Records excerpted from a collection
>>>
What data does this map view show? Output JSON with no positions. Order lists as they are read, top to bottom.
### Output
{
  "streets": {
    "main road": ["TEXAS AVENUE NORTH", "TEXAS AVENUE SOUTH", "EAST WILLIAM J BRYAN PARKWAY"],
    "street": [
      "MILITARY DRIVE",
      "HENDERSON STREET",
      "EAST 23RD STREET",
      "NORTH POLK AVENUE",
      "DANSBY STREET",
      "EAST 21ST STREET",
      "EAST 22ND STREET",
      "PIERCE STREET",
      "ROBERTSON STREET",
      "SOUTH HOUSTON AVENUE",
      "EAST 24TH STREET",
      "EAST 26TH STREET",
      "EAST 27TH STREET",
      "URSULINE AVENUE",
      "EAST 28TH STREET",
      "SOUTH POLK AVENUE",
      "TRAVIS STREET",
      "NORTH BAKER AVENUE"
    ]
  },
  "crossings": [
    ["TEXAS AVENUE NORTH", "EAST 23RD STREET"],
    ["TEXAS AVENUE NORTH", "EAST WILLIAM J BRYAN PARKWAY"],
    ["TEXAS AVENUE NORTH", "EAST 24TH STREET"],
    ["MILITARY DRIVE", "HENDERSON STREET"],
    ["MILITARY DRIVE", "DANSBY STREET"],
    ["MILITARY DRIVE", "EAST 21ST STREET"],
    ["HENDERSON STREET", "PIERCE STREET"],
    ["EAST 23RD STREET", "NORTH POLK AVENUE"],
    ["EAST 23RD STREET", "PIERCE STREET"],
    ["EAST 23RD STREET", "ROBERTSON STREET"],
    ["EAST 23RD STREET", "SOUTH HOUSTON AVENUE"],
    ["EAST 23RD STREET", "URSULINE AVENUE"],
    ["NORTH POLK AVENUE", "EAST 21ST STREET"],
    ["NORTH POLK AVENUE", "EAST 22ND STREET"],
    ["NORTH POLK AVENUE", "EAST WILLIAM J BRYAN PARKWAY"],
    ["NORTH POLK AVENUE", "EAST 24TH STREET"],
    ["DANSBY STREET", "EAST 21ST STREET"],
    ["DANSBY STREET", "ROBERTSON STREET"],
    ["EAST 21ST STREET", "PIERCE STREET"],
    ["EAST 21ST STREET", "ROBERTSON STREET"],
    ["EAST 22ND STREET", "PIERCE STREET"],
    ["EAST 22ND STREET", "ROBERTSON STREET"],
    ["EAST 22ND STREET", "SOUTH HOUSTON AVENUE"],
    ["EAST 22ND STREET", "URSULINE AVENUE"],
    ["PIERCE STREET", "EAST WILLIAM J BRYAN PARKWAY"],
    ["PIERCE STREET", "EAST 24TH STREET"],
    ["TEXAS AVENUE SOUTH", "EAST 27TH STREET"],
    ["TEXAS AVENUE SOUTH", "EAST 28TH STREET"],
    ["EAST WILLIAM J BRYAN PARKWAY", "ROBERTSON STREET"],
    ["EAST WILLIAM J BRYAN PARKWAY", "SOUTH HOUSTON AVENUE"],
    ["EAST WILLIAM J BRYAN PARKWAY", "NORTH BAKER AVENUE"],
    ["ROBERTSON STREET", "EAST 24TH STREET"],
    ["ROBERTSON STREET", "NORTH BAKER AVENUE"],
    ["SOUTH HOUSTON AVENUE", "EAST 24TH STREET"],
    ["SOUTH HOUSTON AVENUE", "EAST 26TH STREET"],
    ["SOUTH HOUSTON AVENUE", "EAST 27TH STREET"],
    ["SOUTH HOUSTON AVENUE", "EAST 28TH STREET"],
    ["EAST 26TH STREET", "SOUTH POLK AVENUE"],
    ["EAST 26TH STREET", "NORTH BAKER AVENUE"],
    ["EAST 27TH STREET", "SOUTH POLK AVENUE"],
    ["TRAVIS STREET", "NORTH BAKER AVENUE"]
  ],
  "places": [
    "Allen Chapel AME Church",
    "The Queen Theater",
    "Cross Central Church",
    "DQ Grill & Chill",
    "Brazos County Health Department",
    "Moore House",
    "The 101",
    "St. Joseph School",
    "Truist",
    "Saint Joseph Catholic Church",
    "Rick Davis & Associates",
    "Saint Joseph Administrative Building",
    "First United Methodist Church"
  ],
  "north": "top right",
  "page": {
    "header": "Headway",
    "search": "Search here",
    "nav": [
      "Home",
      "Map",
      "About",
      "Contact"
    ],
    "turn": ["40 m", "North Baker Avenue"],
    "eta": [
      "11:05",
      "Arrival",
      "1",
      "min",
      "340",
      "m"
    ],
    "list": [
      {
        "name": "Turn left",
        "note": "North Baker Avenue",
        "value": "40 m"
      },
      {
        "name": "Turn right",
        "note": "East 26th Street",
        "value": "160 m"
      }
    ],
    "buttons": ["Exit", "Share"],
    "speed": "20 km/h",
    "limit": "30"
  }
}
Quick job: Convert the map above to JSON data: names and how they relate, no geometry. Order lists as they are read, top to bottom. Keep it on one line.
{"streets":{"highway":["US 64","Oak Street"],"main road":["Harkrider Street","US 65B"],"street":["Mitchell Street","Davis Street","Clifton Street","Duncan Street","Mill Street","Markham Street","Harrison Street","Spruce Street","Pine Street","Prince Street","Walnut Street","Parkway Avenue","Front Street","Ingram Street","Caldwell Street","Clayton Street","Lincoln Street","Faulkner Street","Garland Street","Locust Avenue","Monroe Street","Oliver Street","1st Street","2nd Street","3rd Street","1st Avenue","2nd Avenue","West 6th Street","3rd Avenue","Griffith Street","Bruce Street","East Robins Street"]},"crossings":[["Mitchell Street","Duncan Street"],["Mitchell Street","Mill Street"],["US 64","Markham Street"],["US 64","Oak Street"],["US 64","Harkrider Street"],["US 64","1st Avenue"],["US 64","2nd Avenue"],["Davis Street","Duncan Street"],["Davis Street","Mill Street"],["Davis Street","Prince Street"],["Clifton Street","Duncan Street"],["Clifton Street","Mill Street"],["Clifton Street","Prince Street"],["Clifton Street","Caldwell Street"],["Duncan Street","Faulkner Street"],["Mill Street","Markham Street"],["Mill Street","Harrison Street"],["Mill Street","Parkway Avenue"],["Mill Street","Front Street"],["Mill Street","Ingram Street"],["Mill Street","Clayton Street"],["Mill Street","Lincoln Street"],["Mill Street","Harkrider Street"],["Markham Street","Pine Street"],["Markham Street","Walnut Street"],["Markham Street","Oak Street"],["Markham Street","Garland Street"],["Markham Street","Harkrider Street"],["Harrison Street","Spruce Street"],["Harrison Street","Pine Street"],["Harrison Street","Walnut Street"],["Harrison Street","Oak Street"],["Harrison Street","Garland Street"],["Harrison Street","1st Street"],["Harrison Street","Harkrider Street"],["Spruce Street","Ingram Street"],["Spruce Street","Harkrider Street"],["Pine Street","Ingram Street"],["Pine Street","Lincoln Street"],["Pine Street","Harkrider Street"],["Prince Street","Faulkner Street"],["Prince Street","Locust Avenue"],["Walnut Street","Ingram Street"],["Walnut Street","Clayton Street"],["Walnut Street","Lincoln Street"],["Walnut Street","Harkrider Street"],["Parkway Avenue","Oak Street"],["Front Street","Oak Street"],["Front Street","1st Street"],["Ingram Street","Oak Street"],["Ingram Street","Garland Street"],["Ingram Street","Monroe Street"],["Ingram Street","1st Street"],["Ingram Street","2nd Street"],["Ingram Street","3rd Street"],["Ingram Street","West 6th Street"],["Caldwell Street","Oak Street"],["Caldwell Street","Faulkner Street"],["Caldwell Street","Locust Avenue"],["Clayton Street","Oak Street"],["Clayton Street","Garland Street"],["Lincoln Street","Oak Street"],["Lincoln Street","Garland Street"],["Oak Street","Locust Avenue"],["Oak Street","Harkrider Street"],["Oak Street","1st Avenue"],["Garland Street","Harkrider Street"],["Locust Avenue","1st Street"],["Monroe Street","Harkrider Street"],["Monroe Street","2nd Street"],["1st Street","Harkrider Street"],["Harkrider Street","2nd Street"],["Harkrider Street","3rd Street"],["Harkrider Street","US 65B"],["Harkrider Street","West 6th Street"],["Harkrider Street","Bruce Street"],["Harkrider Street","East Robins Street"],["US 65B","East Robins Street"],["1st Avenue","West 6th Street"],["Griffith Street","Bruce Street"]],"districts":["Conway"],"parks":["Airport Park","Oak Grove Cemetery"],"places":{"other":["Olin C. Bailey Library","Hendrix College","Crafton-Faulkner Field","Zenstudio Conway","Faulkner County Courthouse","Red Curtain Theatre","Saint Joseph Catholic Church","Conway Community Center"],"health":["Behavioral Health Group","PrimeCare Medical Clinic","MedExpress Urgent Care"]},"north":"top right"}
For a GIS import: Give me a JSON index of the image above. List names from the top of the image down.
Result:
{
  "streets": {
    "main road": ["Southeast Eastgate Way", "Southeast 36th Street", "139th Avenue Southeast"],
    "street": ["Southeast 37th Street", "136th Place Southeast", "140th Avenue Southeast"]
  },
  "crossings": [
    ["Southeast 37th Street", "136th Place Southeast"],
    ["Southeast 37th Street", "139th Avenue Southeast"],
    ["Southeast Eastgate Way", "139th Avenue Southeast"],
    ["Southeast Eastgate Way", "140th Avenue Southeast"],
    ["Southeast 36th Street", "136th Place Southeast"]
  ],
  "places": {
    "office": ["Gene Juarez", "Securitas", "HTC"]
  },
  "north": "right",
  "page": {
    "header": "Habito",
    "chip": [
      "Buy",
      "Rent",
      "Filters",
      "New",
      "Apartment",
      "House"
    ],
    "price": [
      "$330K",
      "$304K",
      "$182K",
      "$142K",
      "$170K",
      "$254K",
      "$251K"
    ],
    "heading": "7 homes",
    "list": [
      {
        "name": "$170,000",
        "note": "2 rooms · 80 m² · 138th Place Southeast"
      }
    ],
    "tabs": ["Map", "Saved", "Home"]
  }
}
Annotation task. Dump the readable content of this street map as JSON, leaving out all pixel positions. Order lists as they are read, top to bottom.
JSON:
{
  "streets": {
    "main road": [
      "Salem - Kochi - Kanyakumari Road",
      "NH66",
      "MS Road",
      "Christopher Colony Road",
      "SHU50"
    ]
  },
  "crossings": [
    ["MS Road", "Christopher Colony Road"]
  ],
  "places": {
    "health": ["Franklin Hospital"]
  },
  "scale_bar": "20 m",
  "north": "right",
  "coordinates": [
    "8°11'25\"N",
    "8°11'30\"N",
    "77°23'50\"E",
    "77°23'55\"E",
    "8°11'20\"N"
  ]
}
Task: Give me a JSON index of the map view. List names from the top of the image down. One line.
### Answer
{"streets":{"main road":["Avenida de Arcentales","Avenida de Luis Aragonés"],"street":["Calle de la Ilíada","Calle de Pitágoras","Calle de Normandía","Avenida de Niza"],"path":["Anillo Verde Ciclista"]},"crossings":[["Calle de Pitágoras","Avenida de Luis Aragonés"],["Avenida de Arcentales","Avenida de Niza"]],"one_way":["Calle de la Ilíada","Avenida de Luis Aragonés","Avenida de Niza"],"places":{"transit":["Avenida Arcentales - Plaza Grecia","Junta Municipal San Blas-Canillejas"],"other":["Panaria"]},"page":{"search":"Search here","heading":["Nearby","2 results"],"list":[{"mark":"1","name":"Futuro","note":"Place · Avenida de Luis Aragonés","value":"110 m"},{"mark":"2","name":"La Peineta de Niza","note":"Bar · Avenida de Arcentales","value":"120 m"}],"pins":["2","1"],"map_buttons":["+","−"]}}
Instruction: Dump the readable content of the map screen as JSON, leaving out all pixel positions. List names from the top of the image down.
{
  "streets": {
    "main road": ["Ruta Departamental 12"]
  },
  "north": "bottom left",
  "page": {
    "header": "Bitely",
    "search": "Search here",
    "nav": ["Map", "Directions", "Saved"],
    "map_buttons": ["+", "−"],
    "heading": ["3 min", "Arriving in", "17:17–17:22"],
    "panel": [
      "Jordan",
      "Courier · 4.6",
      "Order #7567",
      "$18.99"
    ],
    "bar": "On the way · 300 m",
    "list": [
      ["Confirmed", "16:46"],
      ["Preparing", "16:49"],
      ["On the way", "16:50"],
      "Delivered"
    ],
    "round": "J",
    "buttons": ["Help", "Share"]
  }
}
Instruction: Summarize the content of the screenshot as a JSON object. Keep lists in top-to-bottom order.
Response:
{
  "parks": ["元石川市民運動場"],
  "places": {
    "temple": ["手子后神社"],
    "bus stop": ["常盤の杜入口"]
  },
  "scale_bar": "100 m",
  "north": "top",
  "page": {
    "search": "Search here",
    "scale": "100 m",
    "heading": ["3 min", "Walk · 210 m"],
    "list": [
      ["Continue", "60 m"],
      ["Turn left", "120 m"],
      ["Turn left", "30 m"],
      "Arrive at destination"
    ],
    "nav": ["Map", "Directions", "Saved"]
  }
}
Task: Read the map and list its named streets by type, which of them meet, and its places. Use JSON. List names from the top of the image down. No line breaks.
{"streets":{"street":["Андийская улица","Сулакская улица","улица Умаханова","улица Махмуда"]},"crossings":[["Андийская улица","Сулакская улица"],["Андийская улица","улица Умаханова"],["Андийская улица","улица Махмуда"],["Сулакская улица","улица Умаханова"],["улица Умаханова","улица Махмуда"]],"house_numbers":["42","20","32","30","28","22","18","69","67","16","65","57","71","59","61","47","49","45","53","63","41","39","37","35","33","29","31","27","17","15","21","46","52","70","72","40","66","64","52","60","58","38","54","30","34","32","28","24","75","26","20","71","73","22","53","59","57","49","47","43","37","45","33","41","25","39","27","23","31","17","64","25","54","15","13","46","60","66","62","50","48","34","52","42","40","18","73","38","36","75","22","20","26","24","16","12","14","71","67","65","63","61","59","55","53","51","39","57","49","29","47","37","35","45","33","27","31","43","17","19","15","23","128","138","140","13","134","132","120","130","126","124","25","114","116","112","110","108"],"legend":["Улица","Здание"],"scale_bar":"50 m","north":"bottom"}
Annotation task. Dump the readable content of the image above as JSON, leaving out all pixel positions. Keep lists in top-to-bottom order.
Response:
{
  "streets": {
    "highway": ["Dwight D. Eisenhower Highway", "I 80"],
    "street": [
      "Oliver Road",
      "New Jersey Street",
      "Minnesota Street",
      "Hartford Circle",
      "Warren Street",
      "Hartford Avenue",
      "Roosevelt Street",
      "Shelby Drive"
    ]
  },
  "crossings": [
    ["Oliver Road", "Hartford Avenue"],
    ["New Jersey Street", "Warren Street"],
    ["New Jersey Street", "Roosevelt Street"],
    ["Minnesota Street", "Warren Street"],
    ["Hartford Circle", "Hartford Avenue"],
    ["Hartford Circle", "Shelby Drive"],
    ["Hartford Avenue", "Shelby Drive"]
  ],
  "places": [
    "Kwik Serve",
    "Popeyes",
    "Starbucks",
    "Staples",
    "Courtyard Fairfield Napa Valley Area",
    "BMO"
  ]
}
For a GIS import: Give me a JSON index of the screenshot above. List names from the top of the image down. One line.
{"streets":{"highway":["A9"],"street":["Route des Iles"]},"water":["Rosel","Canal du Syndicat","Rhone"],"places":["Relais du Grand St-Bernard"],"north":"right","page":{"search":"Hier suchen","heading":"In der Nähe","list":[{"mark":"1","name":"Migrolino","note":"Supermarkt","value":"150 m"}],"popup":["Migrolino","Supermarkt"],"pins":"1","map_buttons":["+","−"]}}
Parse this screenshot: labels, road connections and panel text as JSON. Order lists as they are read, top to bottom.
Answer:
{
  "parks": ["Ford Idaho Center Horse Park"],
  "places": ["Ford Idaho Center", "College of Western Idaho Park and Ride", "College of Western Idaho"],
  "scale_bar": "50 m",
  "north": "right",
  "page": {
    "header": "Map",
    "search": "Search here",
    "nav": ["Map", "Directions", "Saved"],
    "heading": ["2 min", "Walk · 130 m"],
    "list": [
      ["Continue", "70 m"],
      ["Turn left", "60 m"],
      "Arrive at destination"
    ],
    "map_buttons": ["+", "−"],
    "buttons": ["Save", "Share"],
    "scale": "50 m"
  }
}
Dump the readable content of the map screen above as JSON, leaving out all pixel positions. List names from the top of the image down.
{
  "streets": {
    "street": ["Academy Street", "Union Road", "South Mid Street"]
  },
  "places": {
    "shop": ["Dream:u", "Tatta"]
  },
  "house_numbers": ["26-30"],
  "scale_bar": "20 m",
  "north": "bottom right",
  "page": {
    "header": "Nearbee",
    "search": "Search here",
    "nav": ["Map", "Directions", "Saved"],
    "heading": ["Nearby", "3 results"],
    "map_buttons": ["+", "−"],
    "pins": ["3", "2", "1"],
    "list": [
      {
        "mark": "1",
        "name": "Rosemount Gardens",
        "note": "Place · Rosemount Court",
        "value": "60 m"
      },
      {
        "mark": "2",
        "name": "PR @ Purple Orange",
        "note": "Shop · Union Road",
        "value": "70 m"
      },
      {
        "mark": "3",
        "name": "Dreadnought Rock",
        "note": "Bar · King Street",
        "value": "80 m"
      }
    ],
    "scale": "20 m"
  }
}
<<<
ASSIGNED TASK: What you return should be exactly the lines above, starting at the one with "the image above." and ending at the one with "Task: Give me", and nothing else.

YOUR RESPONSE:
For a GIS import: Give me a JSON index of the image above. List names from the top of the image down.
Result:
{
  "streets": {
    "main road": ["Southeast Eastgate Way", "Southeast 36th Street", "139th Avenue Southeast"],
    "street": ["Southeast 37th Street", "136th Place Southeast", "140th Avenue Southeast"]
  },
  "crossings": [
    ["Southeast 37th Street", "136th Place Southeast"],
    ["Southeast 37th Street", "139th Avenue Southeast"],
    ["Southeast Eastgate Way", "139th Avenue Southeast"],
    ["Southeast Eastgate Way", "140th Avenue Southeast"],
    ["Southeast 36th Street", "136th Place Southeast"]
  ],
  "places": {
    "office": ["Gene Juarez", "Securitas", "HTC"]
  },
  "north": "right",
  "page": {
    "header": "Habito",
    "chip": [
      "Buy",
      "Rent",
      "Filters",
      "New",
      "Apartment",
      "House"
    ],
    "price": [
      "$330K",
      "$304K",
      "$182K",
      "$142K",
      "$170K",
      "$254K",
      "$251K"
    ],
    "heading": "7 homes",
    "list": [
      {
        "name": "$170,000",
        "note": "2 rooms · 80 m² · 138th Place Southeast"
      }
    ],
    "tabs": ["Map", "Saved", "Home"]
  }
}
Annotation task. Dump the readable content of this street map as JSON, leaving out all pixel positions. Order lists as they are read, top to bottom.
JSON:
{
  "streets": {
    "main road": [
      "Salem - Kochi - Kanyakumari Road",
      "NH66",
      "MS Road",
      "Christopher Colony Road",
      "SHU50"
    ]
  },
  "crossings": [
    ["MS Road", "Christopher Colony Road"]
  ],
  "places": {
    "health": ["Franklin Hospital"]
  },
  "scale_bar": "20 m",
  "north": "right",
  "coordinates": [
    "8°11'25\"N",
    "8°11'30\"N",
    "77°23'50\"E",
    "77°23'55\"E",
    "8°11'20\"N"
  ]
}
Task: Give me a JSON index of the map view. List names from the top of the image down. One line.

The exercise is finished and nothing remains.